Intel has a complete implementation as an AVX example. See below.
What makes Mandelbrot tricky is that the early-out condition for each point in the set (i.e. pixel) is different. You could keep a pair or quad of pixels iterating until the magnitude of both exceeds 2.0 (or you hit max iterations). To do otherwise would require tracking which pixel's points were in which vector element.
Anyway, a simplistic implementation to operate on a vector of 2 (or 4 with AVX) doubles at a time would have its throughput limited by the latency of the dependency chains. You'd need to do multiple dependency chains in parallel to keep both of Haswell's FMA units fed. So you'd duplicate your variables, and interleave operations for two iterations of the outer loop inside the inner loop.

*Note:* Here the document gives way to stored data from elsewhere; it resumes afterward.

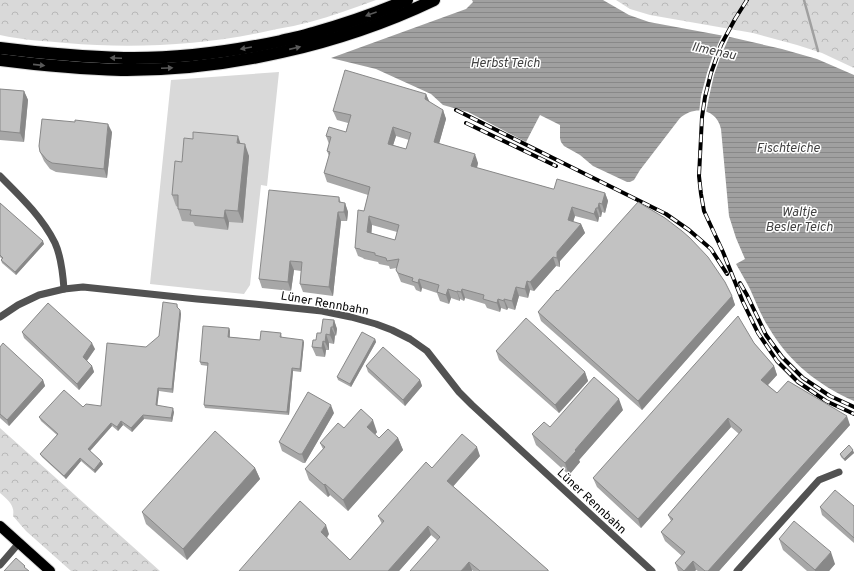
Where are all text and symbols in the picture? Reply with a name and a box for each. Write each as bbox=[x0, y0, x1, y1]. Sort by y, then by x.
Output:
one-way arrow bbox=[365, 12, 377, 18]
water label: Ilmenau bbox=[690, 39, 738, 65]
one-way arrow bbox=[240, 45, 252, 51]
one-way arrow bbox=[289, 45, 301, 51]
one-way arrow bbox=[109, 55, 122, 61]
water label: Herbst Teich bbox=[470, 56, 540, 72]
one-way arrow bbox=[33, 61, 45, 68]
one-way arrow bbox=[161, 65, 174, 71]
water label: Fischteiche bbox=[756, 141, 820, 157]
water label: Waltje Besler Teich bbox=[765, 205, 833, 236]
street label: Lüner Rennbahn bbox=[279, 288, 370, 320]
street label: Lüner Rennbahn bbox=[553, 465, 629, 538]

Keeping track of which pixels are being calculated would be a little tricky. I think it might take less overhead to use one set of registers for one row of pixels, and another set of registers for another row. (So you can always just move 4 pixels to the right, rather than checking whether the other dep chain is already processing that vector.)
I suspect that only checking the loop exit condition every 4 iterations or so might be a win. Getting code to branch based on a packed vector comparison, is slightly more expensive than in the scalar case. The extra FP add required is also expensive. (Haswell can do two FMAs per cycle, (latency = 5). The lone FP add unit is one the same port as one of the FMA units. The two FP mul units are on the same ports that can run FMA.)

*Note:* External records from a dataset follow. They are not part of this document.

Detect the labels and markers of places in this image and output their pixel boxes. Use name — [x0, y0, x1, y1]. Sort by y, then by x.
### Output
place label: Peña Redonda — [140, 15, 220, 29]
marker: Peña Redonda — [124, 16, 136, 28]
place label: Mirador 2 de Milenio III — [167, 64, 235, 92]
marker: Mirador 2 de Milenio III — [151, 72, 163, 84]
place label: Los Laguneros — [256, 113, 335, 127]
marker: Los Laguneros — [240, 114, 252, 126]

The loop condition can be checked with a packed-compare to generate a mask of zeros and ones, and a (V)PTEST
of that register with itself to see if it's all zero. (edit: movmskps
then test+jcc
is fewer uops, but maybe higher latency.) Then obviously je
or jne
as appropriate, depending on whether you did a FP compare that leaves zeros when you should exit, or zeros when you shouldn't. NAN shouldn't be possible, but there's no reason not to choose your comparison op such that a NAN will result in the exit condition being true.
const __mm256d const_four = _mm256_set1_pd(4.0); // outside the loop
__m256i cmp_result = _mm256_cmp_pd(mag_squared, const_four, _CMP_LE_OQ); // vcmppd. result is non-zero if at least one element < 4.0
if (_mm256_testz_si256(cmp_result, cmp_result))
break;
There MIGHT be some way to use PTEST
directly on a packed-double, with some bit-hack AND-mask that will pick out bits that will be set iff the FP value is > 4.0. Like maybe some bits in the exponent? Maybe worth considering. I found a forum post about it, but didn't try it out.
Hmm, oh crap, this doesn't record WHEN the loop condition failed, for each vector element separately, for the purpose of coloring the points outside the Mandelbrot set. Maybe test for any element hitting the condition (instead of all), record the result, and then set that element (and c
for that element) to 0.0 so it won't trigger the exit condition again. Or maybe scheduling pixels into vector elements is the way to go after all. This code might do fairly well on a hyperthreaded CPU, since there will be a lot of branch mispredicts with every element separately triggering the early-out condition.
That might waste a lot of your throughput, and given that 4 uops per cycle is doable, but only 2 of them can be FP mul/add/FMA, there's room for a significant amount of integer code to schedule points into vector elements. (On Sandybridge/Ivybrideg, without FMA, FP throughput is lower. But there are only 3 ports that can handle integer ops, and 2 of those are the ports for the FP mul and FP add units.)
Since you don't have to read any source data, there's only 1 memory access stream for each dep chain, and it's a write stream. (And it's low bandwidth, since most points take a lot of iterations before you're ready to write a single pixel value.) So the number of hardware prefetch streams isn't a limiting factor for the number of dep chains to run in parallel. Cache misses latency should be hidden by write buffers.
I can write some code if anyone's still interested in this (just post a comment). I stopped at the high-level design stage since this is an old question, though.
==============
I also found that Intel already used the Mandelbrot set as an example for one of their AVX tutorials. They use the mask-off-vector-elements method for the loop condition. (using the mask generated directly by vcmpps
to AND). Their results indicate that AVX (single-precision) gave a 7x speedup over scalar float, so apparently it's not common for neighbouring pixels to hit the early-out condition at very different numbers of iterations. (at least for the zoom / pan they tested with.)
They just let the FP results keep accumulating for elements that fail the early-out condition. They just stop incrementing the counter for that element. Hopefully most systems default to having the control word set to zero out denormals, if denormals still take extra cycles.
Their code is silly in one way, though: They track the iteration count for each vector element with a floating-point vector, and then convert it to int at the end before use. It'd be faster, and not occupy an FP execution unit, to use packed-integers for that. Oh, I know why they do that: AVX (without AVX2) doesn't support 256bit integer vector ops. They could have used packed 16bit int loop counters, but that could overflow. (And they'd have to compress the mask down from 256b to 128b).
They also test for all elements being > 4.0 with movmskps
and then test that, instead of using ptest
. I guess the test / jcc
can macro-fuse, and run on a different execution unit than FP vector ops, so it's maybe not even slower. Oh, and of course AVX (without AVX2) doesn't have 256bit PTEST
. Also, PTEST
is 2 uops, so actually movmskps
+ test / jcc
is fewer uops than ptest + jcc
. (PTEST
is 1 fused-domain uop on SnB, but still 2 unfused uops for the execution ports. On IvB/HSW, 2 uops even in the fused domain.) So it looks like movmskps
is the optimal way, unless you can take advantage of the bitwise AND that's part of PTEST
, or need to test more than just the high bit of each element. If a branch is unpredictable, ptest
might be lower latency, and thus be worth it by catching mispredicts a cycle sooner.